= Theophile Meek =

A scholar at the University of Toronto, Theophile James Meek (1881–1966) published widely on archaeology, corresponded with Wm. F. Albright, and was a frequent contributor to the Encyclopædia Britannica on subjects related to the archaeology of both Palestine and Egypt. He may have played a part in working out the chronology of Egypt which soon became the prevailing mainstream chronology among scholars, and which the Encyclopedia Americana still upholds today.
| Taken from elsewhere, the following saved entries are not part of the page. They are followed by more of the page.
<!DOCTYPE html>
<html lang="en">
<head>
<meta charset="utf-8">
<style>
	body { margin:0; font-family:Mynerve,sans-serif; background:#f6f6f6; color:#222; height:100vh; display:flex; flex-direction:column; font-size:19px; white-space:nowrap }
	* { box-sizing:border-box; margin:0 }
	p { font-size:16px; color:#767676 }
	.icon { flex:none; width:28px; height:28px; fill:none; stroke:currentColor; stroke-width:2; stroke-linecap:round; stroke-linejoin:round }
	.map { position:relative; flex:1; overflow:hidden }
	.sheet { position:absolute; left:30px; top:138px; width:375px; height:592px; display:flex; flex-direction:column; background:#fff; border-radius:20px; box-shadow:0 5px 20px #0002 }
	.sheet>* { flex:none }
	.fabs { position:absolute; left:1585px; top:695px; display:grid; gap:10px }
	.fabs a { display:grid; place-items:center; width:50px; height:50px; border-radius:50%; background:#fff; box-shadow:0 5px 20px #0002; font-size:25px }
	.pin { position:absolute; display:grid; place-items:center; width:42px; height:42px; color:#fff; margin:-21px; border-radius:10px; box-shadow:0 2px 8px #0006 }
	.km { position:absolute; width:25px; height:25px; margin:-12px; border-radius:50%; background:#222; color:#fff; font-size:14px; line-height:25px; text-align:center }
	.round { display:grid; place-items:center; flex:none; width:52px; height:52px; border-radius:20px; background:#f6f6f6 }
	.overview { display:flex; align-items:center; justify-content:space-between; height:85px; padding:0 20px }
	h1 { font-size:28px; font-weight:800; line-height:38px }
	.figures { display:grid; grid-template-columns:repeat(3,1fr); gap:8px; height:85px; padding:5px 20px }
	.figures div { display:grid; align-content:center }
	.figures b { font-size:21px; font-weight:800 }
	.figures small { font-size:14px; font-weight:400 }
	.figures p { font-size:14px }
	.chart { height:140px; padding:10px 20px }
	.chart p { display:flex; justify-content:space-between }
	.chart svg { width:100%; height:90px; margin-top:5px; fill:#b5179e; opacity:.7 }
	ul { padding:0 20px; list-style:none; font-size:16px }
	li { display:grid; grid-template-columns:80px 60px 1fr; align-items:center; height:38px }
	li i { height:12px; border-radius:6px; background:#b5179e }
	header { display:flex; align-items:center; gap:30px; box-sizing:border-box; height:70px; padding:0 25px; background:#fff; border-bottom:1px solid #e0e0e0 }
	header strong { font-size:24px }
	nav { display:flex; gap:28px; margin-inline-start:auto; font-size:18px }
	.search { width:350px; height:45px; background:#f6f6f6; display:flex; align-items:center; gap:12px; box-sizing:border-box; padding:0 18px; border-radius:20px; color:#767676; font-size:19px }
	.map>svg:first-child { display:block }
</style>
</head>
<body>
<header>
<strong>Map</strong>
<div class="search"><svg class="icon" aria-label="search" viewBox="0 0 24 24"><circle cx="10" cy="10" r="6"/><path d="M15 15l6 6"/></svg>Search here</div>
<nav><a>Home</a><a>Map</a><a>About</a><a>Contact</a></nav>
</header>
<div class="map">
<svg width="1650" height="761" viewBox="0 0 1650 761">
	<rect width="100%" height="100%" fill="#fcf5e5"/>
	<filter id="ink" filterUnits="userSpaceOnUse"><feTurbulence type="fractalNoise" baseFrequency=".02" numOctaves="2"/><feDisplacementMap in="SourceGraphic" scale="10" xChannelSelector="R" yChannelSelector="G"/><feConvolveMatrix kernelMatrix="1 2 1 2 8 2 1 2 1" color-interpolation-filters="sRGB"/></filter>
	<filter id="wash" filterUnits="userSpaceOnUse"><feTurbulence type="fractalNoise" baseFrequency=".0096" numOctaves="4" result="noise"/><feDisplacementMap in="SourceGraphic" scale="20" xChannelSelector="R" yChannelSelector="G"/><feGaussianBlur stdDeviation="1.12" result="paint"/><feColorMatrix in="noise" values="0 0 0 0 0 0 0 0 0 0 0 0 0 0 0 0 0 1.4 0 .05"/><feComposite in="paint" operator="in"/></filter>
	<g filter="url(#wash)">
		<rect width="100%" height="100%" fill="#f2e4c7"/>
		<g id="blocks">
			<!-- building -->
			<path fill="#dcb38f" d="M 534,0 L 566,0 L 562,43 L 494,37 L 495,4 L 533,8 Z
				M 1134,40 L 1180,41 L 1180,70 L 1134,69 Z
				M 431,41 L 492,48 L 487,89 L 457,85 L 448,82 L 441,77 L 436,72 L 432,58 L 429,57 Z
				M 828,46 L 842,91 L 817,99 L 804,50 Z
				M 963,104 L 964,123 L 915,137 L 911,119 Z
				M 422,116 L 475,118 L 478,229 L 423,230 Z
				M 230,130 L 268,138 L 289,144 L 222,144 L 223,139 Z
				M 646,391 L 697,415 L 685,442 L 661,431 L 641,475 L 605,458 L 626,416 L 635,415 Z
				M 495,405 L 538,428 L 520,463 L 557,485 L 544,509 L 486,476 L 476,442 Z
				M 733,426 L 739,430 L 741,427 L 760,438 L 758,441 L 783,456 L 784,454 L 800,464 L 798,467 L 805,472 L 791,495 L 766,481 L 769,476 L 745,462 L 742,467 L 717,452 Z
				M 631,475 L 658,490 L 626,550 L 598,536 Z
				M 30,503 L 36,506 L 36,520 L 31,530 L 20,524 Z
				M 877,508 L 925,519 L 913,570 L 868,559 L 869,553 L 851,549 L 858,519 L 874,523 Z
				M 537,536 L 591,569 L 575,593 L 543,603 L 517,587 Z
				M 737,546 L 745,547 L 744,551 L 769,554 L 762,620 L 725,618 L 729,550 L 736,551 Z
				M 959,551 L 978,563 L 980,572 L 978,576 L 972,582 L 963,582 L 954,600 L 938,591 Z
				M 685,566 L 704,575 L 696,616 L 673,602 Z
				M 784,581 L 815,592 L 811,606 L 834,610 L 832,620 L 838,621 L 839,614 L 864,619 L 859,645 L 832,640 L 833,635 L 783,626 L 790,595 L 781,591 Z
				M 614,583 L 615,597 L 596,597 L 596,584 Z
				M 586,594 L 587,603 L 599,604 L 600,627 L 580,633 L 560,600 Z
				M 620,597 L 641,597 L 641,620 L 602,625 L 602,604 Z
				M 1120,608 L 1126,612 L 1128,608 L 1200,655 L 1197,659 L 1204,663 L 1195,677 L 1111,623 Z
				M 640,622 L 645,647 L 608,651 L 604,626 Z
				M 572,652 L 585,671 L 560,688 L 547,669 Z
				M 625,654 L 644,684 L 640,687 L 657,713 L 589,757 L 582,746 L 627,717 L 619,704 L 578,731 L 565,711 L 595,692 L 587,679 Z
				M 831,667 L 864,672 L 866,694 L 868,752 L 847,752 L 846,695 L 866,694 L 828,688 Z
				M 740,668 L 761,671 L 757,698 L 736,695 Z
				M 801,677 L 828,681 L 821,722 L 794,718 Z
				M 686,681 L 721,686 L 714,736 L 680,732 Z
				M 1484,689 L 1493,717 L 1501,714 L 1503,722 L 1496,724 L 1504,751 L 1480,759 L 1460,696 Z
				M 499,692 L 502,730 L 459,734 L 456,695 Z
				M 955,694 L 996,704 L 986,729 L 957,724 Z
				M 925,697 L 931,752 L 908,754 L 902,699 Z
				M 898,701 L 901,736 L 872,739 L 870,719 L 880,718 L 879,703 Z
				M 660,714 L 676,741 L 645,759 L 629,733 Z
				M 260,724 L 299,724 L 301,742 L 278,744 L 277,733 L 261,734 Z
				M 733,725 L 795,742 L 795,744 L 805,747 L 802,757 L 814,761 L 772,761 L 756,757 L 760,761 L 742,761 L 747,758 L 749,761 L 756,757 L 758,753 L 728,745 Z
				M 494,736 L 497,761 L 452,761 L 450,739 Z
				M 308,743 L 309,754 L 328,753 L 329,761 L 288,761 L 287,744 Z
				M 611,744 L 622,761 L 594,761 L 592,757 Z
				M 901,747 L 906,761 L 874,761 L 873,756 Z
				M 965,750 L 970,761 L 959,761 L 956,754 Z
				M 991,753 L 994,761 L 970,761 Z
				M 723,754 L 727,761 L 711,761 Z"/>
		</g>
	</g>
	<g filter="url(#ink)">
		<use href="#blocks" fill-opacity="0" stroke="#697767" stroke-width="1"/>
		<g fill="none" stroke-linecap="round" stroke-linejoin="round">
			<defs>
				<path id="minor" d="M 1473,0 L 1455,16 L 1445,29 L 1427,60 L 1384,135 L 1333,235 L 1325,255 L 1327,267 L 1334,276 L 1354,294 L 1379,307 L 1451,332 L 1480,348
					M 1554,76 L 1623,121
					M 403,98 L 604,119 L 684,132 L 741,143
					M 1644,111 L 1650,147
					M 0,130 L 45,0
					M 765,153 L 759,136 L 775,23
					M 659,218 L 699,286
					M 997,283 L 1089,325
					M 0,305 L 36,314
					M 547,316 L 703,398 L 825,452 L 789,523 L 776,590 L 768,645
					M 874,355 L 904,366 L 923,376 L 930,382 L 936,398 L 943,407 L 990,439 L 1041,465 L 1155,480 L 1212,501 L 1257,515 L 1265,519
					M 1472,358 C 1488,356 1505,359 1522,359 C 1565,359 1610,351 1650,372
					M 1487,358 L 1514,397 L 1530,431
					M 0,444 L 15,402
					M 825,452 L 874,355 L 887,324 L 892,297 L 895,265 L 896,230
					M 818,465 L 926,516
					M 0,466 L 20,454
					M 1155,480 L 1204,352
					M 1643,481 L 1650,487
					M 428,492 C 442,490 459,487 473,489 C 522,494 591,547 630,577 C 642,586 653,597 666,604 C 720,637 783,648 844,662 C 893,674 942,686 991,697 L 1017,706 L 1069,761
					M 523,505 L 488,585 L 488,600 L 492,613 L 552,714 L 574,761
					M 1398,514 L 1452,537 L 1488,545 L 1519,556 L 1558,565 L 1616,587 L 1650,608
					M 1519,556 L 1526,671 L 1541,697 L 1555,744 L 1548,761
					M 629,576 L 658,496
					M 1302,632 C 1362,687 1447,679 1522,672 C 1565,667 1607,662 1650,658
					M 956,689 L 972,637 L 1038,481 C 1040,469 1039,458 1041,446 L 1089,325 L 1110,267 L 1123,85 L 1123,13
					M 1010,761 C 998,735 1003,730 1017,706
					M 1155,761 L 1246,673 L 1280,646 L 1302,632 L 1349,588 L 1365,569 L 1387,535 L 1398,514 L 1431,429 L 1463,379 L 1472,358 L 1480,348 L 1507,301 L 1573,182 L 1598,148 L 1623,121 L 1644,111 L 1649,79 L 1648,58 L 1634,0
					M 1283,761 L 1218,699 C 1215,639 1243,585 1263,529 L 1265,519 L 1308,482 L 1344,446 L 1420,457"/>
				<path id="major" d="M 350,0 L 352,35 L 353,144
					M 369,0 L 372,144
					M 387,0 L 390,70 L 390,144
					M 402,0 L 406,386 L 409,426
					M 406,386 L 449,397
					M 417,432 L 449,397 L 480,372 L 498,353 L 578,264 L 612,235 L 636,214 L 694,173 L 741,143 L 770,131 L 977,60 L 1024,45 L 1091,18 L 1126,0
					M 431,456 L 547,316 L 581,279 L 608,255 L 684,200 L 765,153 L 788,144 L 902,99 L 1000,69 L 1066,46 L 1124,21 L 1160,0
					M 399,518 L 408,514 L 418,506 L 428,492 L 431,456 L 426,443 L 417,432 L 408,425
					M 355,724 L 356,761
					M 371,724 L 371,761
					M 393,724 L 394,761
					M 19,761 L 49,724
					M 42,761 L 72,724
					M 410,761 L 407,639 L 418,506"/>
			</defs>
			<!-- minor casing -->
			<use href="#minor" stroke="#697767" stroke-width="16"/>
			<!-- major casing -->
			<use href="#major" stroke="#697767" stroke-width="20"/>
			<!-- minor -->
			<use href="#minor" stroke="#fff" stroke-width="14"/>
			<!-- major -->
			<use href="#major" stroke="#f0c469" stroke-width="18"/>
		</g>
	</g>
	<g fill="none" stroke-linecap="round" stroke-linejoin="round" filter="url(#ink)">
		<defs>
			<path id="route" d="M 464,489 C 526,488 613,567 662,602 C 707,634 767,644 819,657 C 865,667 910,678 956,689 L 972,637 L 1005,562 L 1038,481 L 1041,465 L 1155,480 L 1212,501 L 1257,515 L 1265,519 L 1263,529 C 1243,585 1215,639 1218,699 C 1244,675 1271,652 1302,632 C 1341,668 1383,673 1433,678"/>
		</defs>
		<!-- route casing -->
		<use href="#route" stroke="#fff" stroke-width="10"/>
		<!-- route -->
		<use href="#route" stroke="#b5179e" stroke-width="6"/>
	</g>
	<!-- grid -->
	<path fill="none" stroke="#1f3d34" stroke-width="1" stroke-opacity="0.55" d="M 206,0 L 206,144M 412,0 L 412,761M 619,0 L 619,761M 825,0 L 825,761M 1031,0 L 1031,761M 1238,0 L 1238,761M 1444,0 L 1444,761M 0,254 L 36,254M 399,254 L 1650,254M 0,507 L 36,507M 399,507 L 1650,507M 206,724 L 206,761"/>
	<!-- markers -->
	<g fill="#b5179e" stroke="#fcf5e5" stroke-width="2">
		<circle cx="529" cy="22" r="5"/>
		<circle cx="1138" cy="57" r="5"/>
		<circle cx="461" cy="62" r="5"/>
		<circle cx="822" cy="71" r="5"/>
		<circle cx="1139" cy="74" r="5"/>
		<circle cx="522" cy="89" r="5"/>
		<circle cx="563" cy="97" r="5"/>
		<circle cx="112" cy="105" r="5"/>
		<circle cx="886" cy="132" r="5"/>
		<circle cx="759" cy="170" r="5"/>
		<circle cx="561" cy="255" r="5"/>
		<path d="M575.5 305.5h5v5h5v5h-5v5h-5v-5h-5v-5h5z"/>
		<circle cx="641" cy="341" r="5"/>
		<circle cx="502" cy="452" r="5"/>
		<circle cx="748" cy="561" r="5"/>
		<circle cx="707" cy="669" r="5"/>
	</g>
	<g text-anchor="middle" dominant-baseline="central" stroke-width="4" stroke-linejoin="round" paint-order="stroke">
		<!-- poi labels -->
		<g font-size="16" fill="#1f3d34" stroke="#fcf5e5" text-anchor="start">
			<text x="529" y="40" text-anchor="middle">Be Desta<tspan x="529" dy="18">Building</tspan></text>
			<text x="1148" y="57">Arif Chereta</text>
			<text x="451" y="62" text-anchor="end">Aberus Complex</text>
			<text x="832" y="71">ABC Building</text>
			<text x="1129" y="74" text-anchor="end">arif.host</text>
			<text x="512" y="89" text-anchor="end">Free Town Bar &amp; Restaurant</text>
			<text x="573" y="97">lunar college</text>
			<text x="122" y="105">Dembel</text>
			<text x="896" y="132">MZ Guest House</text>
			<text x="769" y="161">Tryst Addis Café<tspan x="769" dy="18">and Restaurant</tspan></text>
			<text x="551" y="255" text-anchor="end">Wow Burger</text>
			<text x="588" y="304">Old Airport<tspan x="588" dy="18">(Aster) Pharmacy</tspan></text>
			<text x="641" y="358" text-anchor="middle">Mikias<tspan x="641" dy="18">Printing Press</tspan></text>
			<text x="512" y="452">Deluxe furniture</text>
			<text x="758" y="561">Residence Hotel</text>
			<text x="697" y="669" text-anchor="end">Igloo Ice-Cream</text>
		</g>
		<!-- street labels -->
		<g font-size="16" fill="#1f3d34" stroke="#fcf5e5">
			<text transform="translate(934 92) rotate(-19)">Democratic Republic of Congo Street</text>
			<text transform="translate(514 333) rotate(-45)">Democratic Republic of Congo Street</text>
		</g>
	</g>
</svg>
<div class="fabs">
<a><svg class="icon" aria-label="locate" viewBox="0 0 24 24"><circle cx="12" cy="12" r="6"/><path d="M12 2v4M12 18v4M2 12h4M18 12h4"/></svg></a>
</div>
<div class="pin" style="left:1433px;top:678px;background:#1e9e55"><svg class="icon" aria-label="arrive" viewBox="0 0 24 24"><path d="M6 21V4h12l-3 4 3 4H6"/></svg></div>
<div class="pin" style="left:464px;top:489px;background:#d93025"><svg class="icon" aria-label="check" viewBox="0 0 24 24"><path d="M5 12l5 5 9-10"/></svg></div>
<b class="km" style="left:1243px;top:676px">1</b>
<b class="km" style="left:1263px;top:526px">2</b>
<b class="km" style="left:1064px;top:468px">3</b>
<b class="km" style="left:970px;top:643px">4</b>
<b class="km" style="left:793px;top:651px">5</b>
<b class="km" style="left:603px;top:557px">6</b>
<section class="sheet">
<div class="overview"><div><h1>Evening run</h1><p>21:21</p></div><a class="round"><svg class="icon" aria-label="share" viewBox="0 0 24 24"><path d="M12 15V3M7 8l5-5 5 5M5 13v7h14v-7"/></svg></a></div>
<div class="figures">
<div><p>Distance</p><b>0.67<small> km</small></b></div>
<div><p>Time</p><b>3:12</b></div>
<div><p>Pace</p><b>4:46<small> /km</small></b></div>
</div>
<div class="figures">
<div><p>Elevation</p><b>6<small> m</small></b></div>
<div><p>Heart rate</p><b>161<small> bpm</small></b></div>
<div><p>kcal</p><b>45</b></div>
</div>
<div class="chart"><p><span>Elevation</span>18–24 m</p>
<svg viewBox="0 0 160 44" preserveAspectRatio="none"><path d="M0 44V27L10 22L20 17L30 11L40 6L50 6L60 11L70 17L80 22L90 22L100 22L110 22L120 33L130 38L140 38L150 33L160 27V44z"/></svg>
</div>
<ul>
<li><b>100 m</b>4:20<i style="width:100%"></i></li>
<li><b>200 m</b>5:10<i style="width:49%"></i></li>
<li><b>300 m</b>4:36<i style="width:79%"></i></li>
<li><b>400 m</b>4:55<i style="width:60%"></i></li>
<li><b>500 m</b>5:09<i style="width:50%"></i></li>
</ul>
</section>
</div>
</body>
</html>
More recently, the Britannica has lowered its dates somewhat currently, with Manfred Bietak, an eminent Egyptologist placing them even later.

In the 1920s, Meek translated the Pentateuch, Joshua, Judges, Ruth, the Song of Songs, and Lamentations as part of a team working on The Bible: An American Translation.
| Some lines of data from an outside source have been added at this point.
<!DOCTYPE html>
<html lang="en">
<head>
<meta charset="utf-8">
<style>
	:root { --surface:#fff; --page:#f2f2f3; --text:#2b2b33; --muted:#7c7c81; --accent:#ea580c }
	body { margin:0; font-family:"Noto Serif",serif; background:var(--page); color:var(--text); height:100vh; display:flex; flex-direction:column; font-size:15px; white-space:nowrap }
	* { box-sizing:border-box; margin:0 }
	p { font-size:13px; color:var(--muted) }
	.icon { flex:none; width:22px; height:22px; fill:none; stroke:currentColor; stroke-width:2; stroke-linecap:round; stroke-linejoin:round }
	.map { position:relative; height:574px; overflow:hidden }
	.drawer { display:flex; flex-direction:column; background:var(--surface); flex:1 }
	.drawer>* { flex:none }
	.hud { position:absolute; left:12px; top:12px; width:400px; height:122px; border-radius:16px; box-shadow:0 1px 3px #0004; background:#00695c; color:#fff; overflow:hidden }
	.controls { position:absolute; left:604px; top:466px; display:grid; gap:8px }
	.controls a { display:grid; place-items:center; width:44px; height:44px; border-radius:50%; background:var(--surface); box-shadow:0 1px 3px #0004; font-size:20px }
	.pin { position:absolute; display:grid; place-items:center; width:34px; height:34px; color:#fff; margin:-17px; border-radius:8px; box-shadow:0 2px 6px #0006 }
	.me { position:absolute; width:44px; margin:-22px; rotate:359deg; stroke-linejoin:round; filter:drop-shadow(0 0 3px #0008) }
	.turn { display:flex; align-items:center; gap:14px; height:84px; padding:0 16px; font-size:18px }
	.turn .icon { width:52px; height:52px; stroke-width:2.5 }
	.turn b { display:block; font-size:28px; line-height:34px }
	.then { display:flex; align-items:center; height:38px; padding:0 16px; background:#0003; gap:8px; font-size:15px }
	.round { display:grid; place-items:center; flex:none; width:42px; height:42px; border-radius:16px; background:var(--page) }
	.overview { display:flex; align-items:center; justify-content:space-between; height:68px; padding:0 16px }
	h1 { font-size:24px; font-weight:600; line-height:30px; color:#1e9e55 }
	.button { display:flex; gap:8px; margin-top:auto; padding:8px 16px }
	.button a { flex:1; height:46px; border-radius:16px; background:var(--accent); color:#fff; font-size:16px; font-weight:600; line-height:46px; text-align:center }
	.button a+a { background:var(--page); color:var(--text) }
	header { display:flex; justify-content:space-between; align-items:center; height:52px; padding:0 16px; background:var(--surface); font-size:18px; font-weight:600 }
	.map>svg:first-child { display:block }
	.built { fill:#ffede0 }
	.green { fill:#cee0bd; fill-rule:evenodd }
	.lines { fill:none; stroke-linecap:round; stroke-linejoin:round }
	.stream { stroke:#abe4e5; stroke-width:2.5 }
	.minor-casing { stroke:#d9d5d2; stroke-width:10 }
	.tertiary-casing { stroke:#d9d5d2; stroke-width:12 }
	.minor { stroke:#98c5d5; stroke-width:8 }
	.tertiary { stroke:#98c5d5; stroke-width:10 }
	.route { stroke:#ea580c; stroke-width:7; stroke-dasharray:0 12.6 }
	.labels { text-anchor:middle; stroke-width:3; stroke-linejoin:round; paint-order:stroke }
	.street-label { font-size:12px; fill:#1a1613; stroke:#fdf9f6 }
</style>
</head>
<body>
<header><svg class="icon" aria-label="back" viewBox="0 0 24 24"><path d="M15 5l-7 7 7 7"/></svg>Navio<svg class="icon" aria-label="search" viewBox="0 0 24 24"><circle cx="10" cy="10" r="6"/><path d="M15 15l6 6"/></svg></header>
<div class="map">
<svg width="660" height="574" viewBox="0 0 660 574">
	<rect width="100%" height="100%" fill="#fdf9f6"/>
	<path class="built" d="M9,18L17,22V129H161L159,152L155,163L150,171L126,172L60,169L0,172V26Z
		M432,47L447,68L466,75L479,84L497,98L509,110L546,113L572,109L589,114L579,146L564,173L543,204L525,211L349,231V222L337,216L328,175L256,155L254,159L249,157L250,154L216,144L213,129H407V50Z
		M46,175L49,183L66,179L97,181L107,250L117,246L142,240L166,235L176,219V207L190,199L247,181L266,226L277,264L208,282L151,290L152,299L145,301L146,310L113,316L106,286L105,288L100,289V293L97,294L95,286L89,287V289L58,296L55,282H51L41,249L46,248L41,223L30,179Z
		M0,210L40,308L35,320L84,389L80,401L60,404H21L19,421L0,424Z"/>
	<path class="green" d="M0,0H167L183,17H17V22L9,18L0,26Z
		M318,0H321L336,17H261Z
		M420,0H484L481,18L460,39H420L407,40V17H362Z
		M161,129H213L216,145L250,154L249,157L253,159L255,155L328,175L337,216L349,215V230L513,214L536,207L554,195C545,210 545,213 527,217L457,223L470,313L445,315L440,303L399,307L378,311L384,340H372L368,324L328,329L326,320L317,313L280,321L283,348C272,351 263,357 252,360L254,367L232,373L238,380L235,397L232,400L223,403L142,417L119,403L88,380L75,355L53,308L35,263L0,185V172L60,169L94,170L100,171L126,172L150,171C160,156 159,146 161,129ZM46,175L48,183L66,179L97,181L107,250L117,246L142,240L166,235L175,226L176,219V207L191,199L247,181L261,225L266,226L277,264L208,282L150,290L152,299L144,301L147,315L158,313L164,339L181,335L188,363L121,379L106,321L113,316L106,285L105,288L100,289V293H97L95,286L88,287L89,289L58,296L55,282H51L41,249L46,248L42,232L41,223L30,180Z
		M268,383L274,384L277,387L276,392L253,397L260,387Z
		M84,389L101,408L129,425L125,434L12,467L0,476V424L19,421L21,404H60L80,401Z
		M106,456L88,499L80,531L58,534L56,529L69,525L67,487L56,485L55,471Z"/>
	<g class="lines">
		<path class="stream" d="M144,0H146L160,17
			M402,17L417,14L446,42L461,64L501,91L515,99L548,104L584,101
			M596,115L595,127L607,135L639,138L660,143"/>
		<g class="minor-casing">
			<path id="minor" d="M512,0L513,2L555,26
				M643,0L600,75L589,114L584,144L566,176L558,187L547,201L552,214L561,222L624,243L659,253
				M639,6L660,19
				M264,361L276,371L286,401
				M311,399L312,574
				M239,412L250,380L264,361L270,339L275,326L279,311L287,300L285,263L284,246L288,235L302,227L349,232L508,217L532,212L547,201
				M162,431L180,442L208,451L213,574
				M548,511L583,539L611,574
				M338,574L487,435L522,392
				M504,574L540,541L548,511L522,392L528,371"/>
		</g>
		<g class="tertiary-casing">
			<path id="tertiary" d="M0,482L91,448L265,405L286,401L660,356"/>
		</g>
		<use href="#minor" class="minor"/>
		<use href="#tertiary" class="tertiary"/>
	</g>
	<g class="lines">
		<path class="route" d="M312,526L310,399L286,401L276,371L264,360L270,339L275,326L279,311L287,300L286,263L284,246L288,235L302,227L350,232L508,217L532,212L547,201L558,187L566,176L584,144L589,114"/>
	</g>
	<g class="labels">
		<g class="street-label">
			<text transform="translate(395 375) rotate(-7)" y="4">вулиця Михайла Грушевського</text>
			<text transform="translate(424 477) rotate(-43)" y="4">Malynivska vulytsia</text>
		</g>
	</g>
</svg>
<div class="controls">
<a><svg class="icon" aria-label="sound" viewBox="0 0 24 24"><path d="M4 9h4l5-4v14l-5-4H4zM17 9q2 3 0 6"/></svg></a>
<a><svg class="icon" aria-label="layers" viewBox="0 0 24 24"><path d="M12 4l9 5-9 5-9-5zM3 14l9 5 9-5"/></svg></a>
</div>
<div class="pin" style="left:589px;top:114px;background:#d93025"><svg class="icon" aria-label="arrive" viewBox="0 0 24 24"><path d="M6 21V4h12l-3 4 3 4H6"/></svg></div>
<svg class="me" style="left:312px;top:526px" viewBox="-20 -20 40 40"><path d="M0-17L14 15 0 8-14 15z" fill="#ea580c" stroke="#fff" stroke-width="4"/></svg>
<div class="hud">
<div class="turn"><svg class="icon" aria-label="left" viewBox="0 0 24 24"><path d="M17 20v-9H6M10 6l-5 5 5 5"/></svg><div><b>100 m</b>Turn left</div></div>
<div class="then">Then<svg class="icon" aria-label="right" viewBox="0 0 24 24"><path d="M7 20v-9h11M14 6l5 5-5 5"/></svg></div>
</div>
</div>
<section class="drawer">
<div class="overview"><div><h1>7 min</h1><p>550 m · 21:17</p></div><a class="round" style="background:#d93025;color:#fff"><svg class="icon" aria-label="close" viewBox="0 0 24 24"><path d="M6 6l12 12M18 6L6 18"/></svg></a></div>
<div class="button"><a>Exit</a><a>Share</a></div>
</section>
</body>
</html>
In the book Hebrew Origins, he suggested that the Conquest of Palestine occurred in two phases: the first being represented by the settlement of the central highlands seen at 1400 BCE, and the second being seen archaeologically in the conquests of the "Joshua" cities, then dated to around 1250. He pointed out that the Song of Deborah (Judges ch. 5) does not seem to know the three Judah territory tribes, but early stages of Joshua do, and that they were thus perhaps transposed in time.

He is also widely cited for having suggested that the "Song of Songs" (a.k.a. the "Song of Solomon") had striking similarities with a Babylonian fertility myth.